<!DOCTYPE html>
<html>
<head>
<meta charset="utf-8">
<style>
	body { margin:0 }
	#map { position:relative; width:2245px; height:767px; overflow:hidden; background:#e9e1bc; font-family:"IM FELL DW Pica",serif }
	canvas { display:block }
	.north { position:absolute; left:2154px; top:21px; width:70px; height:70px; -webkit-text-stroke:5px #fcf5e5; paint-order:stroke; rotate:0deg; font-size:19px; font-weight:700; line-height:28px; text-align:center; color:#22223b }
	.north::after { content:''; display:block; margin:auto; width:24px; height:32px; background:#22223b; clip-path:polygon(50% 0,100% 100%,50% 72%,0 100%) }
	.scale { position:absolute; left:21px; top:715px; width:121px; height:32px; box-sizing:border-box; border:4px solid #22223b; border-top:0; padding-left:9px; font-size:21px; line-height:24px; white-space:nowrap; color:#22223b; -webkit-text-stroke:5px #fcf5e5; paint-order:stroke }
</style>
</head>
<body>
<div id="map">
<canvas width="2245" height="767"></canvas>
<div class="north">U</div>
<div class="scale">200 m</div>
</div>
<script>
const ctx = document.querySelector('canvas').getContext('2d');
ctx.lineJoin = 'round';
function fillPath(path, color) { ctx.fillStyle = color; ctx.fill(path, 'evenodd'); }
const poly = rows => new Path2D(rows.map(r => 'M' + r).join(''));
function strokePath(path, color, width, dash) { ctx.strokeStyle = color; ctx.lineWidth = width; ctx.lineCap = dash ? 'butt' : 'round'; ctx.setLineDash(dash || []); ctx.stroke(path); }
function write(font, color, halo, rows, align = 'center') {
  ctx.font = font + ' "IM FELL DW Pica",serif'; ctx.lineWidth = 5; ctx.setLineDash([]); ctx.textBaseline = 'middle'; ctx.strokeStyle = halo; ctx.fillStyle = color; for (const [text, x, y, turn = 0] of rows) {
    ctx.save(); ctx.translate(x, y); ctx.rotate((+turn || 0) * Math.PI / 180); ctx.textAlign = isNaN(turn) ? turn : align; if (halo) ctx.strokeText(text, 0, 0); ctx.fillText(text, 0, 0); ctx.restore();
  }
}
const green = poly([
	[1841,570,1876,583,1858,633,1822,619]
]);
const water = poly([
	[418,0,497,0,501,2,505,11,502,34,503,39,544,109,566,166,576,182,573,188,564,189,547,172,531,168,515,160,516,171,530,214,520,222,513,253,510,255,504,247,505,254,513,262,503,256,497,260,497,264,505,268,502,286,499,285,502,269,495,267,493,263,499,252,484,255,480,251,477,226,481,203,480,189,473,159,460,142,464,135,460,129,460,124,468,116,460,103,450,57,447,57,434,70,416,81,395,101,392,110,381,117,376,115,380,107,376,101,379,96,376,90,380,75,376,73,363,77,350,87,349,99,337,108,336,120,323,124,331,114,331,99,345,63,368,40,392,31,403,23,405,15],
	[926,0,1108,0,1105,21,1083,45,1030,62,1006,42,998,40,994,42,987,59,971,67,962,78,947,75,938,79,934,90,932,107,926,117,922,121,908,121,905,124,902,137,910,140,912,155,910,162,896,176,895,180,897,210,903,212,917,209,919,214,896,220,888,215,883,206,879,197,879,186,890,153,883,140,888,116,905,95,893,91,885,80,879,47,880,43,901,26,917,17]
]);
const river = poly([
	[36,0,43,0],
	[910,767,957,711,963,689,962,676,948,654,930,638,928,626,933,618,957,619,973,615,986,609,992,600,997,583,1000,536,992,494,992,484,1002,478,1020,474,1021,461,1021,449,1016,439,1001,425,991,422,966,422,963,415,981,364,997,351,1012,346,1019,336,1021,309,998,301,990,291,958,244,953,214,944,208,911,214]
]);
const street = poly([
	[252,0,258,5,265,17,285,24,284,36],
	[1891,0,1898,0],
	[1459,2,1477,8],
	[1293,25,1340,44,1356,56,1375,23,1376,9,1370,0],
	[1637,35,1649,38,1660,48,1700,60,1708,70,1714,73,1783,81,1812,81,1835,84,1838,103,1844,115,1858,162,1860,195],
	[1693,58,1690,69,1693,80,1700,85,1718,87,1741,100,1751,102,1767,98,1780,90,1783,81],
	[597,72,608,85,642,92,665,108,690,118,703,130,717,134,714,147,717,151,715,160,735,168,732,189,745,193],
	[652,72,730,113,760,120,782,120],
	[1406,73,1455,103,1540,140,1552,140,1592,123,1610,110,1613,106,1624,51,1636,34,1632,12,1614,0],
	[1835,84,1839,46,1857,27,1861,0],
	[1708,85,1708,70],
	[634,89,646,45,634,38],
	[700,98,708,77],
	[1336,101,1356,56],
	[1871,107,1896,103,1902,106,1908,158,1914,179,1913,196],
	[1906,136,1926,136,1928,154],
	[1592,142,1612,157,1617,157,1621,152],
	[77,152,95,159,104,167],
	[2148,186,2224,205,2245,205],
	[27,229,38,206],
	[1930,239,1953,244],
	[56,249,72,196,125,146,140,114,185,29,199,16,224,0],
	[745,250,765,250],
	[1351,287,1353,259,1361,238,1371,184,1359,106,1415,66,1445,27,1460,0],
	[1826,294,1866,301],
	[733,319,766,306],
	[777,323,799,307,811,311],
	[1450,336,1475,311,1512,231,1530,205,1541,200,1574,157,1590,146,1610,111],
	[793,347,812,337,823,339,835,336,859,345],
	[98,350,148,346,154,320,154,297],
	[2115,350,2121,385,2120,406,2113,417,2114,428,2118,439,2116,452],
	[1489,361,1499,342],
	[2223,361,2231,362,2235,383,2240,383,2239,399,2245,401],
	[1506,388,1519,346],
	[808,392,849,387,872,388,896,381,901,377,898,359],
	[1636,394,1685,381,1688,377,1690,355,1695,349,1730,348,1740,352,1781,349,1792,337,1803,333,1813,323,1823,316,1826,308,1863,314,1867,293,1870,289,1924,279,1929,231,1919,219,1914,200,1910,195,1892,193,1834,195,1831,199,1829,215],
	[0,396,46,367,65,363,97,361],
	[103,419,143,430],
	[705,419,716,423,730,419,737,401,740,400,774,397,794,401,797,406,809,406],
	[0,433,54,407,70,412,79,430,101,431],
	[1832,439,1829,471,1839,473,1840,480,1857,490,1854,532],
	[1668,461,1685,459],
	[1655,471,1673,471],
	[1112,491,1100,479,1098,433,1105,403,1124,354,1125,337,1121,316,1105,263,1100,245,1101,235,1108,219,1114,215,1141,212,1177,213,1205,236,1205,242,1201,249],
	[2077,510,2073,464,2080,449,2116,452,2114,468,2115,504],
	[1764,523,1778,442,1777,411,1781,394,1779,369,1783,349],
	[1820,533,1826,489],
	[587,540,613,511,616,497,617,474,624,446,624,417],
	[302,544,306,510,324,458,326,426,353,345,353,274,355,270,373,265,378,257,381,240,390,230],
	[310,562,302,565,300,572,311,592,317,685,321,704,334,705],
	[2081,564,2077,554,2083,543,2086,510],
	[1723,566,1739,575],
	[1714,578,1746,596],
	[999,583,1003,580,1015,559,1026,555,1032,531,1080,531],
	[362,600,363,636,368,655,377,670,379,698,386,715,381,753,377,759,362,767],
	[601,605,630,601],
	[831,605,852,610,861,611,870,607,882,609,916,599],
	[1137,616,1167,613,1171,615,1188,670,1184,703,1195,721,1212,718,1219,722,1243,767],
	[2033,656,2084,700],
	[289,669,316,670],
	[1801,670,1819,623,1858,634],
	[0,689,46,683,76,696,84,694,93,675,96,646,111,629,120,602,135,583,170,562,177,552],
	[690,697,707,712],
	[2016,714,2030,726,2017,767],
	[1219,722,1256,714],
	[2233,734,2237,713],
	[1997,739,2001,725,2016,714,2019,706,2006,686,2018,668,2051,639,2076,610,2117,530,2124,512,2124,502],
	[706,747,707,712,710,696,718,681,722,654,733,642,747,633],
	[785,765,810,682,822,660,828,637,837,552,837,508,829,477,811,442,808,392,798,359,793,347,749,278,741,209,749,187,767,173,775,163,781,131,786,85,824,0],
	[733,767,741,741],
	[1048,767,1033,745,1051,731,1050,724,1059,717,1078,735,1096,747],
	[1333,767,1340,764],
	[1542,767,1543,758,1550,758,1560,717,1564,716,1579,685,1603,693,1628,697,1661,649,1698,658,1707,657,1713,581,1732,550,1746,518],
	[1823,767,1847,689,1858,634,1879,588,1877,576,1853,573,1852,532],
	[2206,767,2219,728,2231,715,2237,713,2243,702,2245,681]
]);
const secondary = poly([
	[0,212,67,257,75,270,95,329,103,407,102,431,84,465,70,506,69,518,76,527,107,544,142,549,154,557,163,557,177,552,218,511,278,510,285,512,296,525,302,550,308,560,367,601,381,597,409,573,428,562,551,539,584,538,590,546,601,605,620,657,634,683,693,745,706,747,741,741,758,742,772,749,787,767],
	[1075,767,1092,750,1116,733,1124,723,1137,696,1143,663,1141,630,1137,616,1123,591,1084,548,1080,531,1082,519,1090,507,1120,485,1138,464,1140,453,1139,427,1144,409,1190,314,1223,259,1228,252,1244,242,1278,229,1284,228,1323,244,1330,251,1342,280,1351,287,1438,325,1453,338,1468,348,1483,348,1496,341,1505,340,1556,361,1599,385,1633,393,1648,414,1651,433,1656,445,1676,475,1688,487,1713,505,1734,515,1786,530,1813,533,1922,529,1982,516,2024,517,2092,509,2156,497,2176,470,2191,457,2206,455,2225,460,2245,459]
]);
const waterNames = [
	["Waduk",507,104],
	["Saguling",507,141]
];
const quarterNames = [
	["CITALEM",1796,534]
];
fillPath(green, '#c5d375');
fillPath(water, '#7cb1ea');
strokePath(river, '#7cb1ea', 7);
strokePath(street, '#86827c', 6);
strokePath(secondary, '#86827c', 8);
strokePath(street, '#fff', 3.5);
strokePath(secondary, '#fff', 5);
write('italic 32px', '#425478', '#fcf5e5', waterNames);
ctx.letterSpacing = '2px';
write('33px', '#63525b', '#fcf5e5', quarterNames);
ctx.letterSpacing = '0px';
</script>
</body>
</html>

- _Task to complete_: Copy out every line from the data above in which the word "halo" occurs.

- _Solution to this task_:
function write(font, color, halo, rows, align = 'center') {
  ctx.font = font + ' "IM FELL DW Pica",serif'; ctx.lineWidth = 5; ctx.setLineDash([]); ctx.textBaseline = 'middle'; ctx.strokeStyle = halo; ctx.fillStyle = color; for (const [text, x, y, turn = 0] of rows) {
    ctx.save(); ctx.translate(x, y); ctx.rotate((+turn || 0) * Math.PI / 180); ctx.textAlign = isNaN(turn) ? turn : align; if (halo) ctx.strokeText(text, 0, 0); ctx.fillText(text, 0, 0); ctx.restore();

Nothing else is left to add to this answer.